• **Work item**: Could you filter the data below down to the lines that hold the word "stream"?

• **Records provided**:
%%
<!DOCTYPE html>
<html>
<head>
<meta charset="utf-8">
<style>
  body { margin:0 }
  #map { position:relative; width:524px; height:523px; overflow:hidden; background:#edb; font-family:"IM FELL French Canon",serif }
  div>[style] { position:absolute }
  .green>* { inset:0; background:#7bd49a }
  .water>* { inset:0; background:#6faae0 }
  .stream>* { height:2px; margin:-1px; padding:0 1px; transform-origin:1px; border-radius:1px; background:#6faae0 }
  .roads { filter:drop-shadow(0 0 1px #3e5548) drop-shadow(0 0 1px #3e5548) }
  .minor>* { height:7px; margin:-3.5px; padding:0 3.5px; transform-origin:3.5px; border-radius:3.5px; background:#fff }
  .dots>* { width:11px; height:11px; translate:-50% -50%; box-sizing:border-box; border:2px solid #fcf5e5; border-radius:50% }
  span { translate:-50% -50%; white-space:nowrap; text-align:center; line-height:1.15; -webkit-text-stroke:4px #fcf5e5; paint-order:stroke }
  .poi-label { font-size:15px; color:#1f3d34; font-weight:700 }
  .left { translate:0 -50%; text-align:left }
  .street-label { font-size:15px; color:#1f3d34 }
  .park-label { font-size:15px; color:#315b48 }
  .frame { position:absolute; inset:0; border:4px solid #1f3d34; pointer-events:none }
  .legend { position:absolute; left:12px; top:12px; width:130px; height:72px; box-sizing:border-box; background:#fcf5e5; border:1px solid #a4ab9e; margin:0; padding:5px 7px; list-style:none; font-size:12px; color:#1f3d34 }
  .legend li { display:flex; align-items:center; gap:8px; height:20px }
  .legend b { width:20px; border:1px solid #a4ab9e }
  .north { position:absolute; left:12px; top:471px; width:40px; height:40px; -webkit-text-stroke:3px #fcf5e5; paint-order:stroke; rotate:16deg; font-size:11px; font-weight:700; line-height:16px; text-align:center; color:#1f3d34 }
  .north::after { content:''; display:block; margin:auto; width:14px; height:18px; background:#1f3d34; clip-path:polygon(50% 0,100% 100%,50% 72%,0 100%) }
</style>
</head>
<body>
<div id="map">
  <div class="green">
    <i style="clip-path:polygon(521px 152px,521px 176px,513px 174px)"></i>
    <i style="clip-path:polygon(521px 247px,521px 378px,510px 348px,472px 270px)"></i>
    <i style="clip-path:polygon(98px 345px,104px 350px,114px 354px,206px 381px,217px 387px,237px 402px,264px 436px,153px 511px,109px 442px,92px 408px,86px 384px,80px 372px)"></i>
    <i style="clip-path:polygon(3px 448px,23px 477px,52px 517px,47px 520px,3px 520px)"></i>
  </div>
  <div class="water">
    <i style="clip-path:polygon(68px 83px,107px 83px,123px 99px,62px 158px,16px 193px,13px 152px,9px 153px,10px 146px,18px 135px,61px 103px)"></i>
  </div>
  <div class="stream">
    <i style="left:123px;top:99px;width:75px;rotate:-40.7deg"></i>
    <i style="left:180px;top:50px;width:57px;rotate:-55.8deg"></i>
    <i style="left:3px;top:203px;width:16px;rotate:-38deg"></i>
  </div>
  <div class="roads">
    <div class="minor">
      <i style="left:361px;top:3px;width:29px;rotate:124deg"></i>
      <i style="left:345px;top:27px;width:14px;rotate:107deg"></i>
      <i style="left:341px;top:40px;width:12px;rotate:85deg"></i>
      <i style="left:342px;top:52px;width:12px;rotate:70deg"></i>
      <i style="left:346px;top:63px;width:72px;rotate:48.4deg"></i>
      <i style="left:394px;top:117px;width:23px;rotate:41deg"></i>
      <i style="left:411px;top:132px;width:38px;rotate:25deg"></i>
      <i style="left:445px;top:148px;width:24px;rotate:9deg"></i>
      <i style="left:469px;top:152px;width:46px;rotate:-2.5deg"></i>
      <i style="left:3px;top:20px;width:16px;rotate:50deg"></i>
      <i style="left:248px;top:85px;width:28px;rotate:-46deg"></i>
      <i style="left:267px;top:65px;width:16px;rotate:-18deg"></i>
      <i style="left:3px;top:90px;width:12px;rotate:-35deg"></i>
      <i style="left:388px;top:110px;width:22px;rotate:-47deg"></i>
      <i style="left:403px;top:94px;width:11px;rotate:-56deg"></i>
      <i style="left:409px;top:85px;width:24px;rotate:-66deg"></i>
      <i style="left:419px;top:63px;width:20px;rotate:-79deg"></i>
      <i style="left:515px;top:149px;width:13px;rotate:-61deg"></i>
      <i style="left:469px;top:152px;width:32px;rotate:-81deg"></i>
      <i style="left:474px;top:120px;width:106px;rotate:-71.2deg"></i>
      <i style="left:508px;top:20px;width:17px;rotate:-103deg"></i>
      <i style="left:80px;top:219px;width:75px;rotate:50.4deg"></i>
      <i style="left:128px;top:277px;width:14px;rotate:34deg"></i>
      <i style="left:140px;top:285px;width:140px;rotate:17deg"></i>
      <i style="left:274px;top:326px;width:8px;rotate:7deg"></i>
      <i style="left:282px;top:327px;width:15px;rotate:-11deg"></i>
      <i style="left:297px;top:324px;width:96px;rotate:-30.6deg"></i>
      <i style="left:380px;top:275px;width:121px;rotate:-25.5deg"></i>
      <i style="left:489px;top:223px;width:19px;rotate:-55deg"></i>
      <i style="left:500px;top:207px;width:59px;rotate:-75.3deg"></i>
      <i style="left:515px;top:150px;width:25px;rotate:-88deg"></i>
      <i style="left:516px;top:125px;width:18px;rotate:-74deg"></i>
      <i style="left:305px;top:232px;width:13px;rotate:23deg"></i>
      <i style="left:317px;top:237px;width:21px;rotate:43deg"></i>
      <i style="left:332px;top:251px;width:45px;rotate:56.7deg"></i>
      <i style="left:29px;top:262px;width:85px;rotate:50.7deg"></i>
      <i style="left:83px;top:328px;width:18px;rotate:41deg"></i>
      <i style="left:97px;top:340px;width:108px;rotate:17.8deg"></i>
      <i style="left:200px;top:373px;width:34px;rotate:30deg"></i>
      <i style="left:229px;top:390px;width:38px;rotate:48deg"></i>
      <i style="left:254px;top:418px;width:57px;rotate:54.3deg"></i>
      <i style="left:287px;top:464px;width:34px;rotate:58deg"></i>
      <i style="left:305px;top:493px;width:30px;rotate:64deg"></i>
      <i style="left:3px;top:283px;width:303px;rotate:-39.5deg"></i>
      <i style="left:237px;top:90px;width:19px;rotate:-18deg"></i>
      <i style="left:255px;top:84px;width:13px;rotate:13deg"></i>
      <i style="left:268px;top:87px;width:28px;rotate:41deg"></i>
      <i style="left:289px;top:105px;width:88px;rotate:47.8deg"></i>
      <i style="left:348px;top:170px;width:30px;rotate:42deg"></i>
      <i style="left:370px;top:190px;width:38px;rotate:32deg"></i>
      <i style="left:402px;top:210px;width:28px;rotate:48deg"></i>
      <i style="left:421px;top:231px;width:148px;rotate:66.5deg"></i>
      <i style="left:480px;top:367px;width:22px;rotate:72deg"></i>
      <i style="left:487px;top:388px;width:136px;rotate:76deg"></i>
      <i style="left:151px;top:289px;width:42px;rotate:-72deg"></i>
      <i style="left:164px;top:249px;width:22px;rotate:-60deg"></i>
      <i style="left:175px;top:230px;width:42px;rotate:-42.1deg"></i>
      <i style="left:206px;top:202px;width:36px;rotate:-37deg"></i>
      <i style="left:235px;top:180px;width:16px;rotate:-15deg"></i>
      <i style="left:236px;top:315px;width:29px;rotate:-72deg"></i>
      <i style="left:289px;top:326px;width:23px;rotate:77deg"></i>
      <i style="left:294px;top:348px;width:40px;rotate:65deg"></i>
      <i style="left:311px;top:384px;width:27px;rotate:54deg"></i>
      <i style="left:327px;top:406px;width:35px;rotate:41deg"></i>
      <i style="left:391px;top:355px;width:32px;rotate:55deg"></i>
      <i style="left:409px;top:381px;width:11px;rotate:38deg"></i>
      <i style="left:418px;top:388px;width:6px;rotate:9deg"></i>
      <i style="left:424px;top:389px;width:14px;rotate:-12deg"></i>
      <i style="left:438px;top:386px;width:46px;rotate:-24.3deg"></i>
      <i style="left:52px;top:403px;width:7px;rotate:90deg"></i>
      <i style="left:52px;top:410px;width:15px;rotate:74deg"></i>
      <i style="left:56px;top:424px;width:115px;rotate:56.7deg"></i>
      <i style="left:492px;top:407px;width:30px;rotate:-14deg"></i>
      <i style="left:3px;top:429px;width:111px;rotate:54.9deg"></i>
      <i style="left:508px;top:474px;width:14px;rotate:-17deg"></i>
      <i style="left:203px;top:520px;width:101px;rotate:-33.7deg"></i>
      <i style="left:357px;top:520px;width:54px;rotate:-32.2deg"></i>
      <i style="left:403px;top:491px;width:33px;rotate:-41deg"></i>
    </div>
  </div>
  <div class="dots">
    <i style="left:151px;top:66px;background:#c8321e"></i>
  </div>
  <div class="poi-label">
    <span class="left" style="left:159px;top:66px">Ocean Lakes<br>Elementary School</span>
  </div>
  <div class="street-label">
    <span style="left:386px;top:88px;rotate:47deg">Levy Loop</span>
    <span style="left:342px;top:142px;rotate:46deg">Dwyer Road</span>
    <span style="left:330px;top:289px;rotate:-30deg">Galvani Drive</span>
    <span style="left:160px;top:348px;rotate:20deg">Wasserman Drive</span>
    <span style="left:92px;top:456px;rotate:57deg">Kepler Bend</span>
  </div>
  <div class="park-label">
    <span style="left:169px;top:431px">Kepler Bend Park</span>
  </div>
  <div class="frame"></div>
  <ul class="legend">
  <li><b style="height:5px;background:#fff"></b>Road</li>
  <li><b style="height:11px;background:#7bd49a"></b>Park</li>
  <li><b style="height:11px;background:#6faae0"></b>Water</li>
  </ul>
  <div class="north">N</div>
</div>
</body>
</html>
%%
• **Task result**:
  .stream>* { height:2px; margin:-1px; padding:0 1px; transform-origin:1px; border-radius:1px; background:#6faae0 }
  <div class="stream">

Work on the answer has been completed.